* _Dataset entries_:
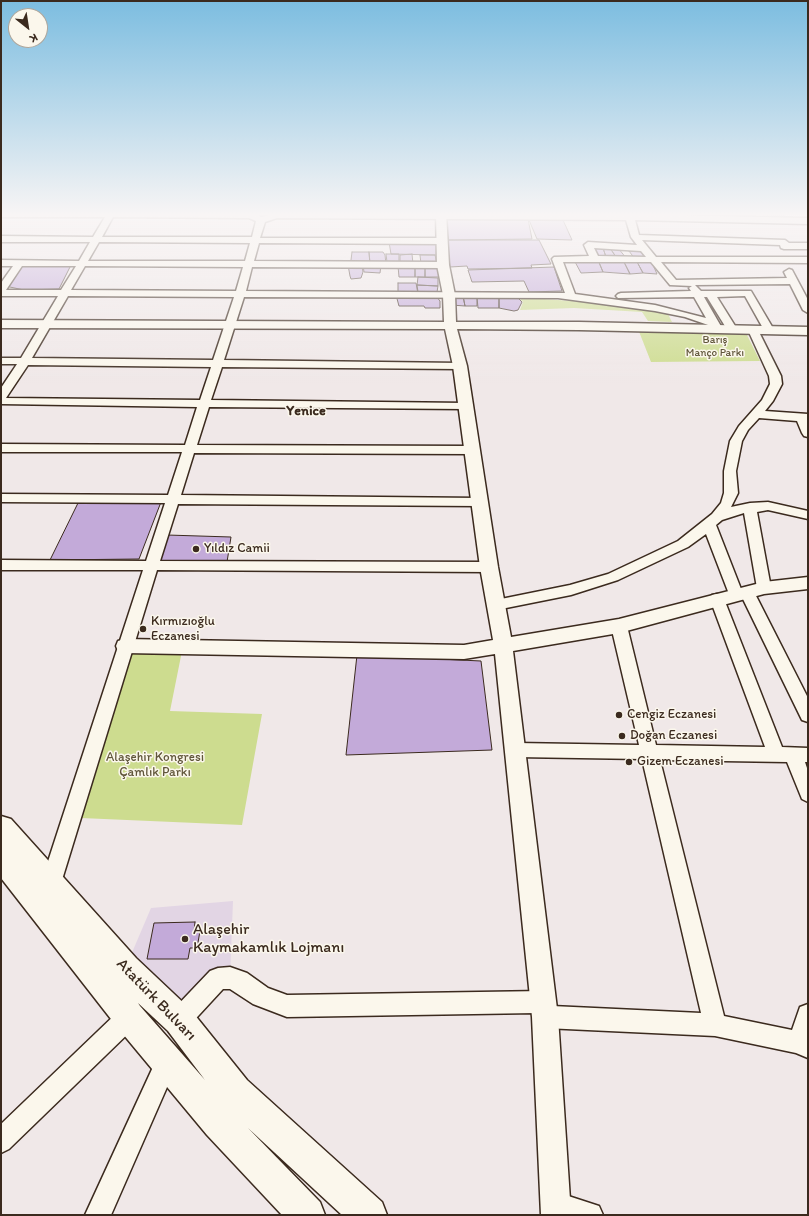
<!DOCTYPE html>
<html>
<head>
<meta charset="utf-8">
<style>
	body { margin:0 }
	#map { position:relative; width:809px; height:1216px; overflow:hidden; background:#f0e8e8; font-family:Itim,sans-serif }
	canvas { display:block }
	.frame { position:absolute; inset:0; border:2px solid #3b2a1e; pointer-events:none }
	.north { position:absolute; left:8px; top:8px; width:40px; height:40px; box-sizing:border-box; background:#fbf7ec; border:1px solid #aea59a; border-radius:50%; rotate:150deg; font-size:11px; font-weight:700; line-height:16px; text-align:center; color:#3b2a1e }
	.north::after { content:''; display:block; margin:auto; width:14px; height:18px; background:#3b2a1e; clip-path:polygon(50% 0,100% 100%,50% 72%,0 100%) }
</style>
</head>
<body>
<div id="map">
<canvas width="809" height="1216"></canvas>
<div class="frame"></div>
<div class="north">K</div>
</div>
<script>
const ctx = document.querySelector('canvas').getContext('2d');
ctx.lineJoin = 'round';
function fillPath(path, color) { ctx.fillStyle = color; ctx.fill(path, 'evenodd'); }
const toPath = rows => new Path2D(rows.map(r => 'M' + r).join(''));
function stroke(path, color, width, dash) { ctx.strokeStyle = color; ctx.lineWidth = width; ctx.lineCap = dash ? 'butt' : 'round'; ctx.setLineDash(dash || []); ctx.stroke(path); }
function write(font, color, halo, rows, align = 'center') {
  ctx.font = font + ' Itim,sans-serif'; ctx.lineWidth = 3; ctx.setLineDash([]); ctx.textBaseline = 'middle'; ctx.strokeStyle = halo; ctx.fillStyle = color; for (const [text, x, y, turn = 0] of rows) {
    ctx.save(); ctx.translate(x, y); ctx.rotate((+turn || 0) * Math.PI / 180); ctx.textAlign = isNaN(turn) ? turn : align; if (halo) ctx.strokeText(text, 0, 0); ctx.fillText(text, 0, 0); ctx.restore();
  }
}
const built = toPath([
	[233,901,230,978,179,1020,125,969,151,908]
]);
const green = toPath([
	[518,297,612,304,668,314,672,322,648,321,642,312,574,308,520,310,523,302],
	[638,329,745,331,760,361,651,362],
	[128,651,182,651,170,711,262,714,242,825,81,818]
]);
const building = toPath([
	[446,218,528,219,532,239,448,240,446,218],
	[529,220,563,220,572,240,537,239,529,220],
	[447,240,539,240,551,264,531,265,532,268,468,269,467,266,450,267,447,240],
	[389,242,435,243,437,246,437,255,391,254,389,242],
	[593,247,603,248,606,257,595,256,593,247],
	[603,248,610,248,616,257,606,257,603,248],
	[610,248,618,248,627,259,616,257,610,248],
	[629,251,638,251,641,252,646,258,635,259,629,251],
	[352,252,369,252,370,264,353,264,351,260,352,252],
	[369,252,383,252,385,255,386,264,370,264,369,252],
	[386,254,399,254,399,262,387,262,386,254],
	[412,254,413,264,400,263,400,255,412,254],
	[420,255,435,255,437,263,421,264,420,255],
	[574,260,598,260,603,272,581,273,574,260],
	[598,260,623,260,630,274,603,272,598,260],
	[623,260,636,260,643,273,630,274,623,260],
	[636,260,647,260,653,265,657,274,643,273,636,260],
	[22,264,71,265,59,289,24,290,5,286,22,264],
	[348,265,362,265,363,272,361,278,351,279,350,276,348,265],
	[363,265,381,265,380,273,364,272,363,265],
	[398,266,415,266,415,277,399,277,398,266],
	[415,266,423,266,425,269,425,277,415,277,415,266],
	[423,266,435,266,438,269,439,277,425,277,425,269,423,266],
	[554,267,562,291,529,292,524,281,472,282,468,270,554,267],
	[418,277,438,278,438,286,417,285,418,277],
	[398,283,416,283,418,294,398,294,398,283],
	[417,285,438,286,437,292,418,292,417,285],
	[396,295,436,296,440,301,440,308,425,308,424,306,399,306,396,295],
	[451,296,463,296,465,306,451,305,451,296],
	[463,296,477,297,477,306,465,306,463,296],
	[477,297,499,297,499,308,478,308,477,297],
	[499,297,517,297,522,302,518,310,514,311,499,308,499,297],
	[79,501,161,502,139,559,50,560,79,501],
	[167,535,231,537,227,562,160,561,167,535],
	[357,655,481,661,492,750,346,755,357,655],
	[195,922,194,931,200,931,197,948,190,948,188,959,147,959,154,923,195,922]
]);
const minor = toPath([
	[1,213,263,213,259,216,262,217,275,213,630,214,808,218,808,224,635,220,639,235,785,240,789,243,808,243,808,249,784,249,781,248,780,245,642,240,656,257,808,257,808,263,661,262,676,280,787,278,784,272,789,269,792,270,808,300,808,313,803,310,790,284,695,285,701,291,751,291,774,330,769,333,764,330,745,296,717,297,737,329,732,332,728,331,707,297,704,297,722,328,721,330,713,330,711,326,685,317,655,311,558,298,244,297,224,360,460,363,465,366,460,369,222,367,211,400,466,403,470,404,472,406,470,408,466,409,209,407,197,445,472,446,476,447,478,450,476,453,472,454,194,453,181,495,479,498,484,499,486,502,484,505,479,506,178,504,160,561,489,562,494,564,496,567,494,570,489,572,157,570,61,883,58,889,51,892,44,889,41,883,143,570,1,570,1,560,146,561,165,503,1,502,1,494,168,495,182,452,1,452,1,444,185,445,197,407,1,404,1,388,17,364,1,364,1,358,21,358,58,296,1,296,1,283,13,266,1,266,1,260,79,261,90,242,1,242,1,236,93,237,105,217,1,217,1,213],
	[113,217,249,218,256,221,252,237,102,237,113,217],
	[277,218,626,220,631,237,637,245,588,242,584,245,589,256,554,257,552,259,565,293,246,291,252,267,443,268,448,265,443,262,254,261,259,243,442,244,446,241,442,238,260,238,265,222,277,218],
	[99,242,250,243,245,261,88,261,99,242],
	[594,248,641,251,646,257,598,256,594,248],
	[563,262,651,262,670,285,692,286,689,288,691,291,621,293,618,294,616,296,618,298,694,297,706,318,655,305,575,294,563,262],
	[22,266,76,266,61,290,6,290,22,266],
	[85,266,243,267,236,291,71,290,85,266],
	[68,296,234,297,213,360,32,358,68,296],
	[28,365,211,367,200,400,6,398,28,365],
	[753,327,758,330,781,376,782,384,773,401,765,411,808,414,808,437,804,436,802,433,797,421,759,418,748,430,742,441,736,471,738,493,731,507,750,503,768,502,808,511,808,519,768,510,757,512,771,588,769,592,764,593,759,592,757,588,744,513,722,520,716,525,741,589,747,587,752,588,808,698,808,722,802,720,742,597,736,599,731,598,729,594,706,534,688,547,618,580,571,595,496,610,491,609,489,605,491,601,496,600,570,585,608,574,678,541,712,514,721,503,724,493,724,471,730,441,739,426,762,400,770,384,769,376,748,330,753,327],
	[717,594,722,595,724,599,782,747,808,748,808,762,805,762,808,771,808,802,802,799,787,762,660,760,724,1016,792,1030,800,1007,808,1004,808,1058,796,1053,715,1036,545,1028,537,1025,534,1017,536,1013,287,1017,253,1004,230,989,223,989,187,1028,179,1031,171,1028,168,1020,171,1012,210,971,218,968,230,967,247,973,268,988,287,995,543,991,551,994,554,1002,552,1006,701,1013,642,759,516,757,510,755,507,750,510,745,516,743,639,745,611,626,614,622,619,620,624,622,627,626,656,745,765,747,710,599,712,595,717,594],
	[129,1006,137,1009,140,1017,137,1025,9,1149,1,1153,1,1124,121,1009,129,1006],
	[167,1051,175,1054,178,1062,111,1215,85,1215,159,1054,167,1051],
	[556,1192,599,1206,603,1215,547,1214,543,1205,547,1196,556,1192]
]);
const tertiary = toPath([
	[436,213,446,213,449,265,455,295,456,322,579,322,808,327,808,335,579,330,457,329,467,366,498,567,511,637,619,619,764,582,808,577,808,589,764,594,619,633,513,651,558,1017,571,1215,541,1215,532,1017,495,654,464,659,125,653,118,651,116,646,118,641,125,639,464,645,493,640,480,567,453,366,445,329,1,328,1,320,444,322,443,295,437,265,436,213]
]);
const primary = toPath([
	[1,816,11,819,136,958,190,1009,247,1080,382,1202,387,1215,342,1215,248,1128,320,1202,325,1215,282,1215,207,1135,118,1028,1,878,1,816],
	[138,1003,168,1031,205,1080,140,1006,138,1003]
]);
const markers = [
	[196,549,4,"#3b2a1e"],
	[143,629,4,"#3b2a1e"],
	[619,715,4,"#3b2a1e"],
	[622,736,4,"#3b2a1e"],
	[629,762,4,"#3b2a1e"],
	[185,939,4,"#3b2a1e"]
];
const farParknames = [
	["Barış",715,340],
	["Manço Parkı",715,353]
];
const poiNames = [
	["Yıldız Camii",204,549],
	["Kırmızıoğlu",151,622],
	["Eczanesi",151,637],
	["Cengiz Eczanesi",627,715],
	["Doğan Eczanesi",630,736],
	["Gizem Eczanesi",637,762]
];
const parkNames = [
	["Alaşehir Kongresi",155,758],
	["Çamlık Parkı",155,773]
];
const farDistrictnames = [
	["Yenice",306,411]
];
const nearPoinames = [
	["Alaşehir",193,930],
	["Kaymakamlık Lojmanı",193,948]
];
const nearStreetnames = [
	["Atatürk Bulvarı",156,1000,46]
];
fillPath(built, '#e2d5e4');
fillPath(green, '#cddc8f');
fillPath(building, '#c3aad9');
stroke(building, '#3b2a1e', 1);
stroke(minor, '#3b2a1e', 3);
stroke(tertiary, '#3b2a1e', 3);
stroke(primary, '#3b2a1e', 3);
fillPath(minor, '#fbf7ec');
fillPath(tertiary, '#fbf7ec');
fillPath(primary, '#fbf7ec');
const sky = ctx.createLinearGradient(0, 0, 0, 383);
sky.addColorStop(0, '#7cbde0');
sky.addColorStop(0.56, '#f8f5f5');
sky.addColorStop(1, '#f8f5f500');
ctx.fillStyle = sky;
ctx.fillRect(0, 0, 809, 383);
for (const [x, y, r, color] of markers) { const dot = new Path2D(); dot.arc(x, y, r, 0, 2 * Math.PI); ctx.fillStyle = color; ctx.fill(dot); stroke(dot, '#fbf7ec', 1.5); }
write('11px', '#60563a', '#fbf7ec', farParknames);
write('13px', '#3b2a1e', '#fbf7ec', poiNames, 'left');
write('13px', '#60563a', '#fbf7ec', parkNames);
write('bold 14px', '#3b2a1e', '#fbf7ec', farDistrictnames);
write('16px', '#3b2a1e', '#fbf7ec', nearPoinames, 'left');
write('16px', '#3b2a1e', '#fbf7ec', nearStreetnames);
</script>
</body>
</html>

* _Task_:
Check each line of the entries above for the word "canvas". List the ones that have it.

* _Task answer_:
	canvas { display:block }
<canvas width="809" height="1216"></canvas>
const ctx = document.querySelector('canvas').getContext('2d');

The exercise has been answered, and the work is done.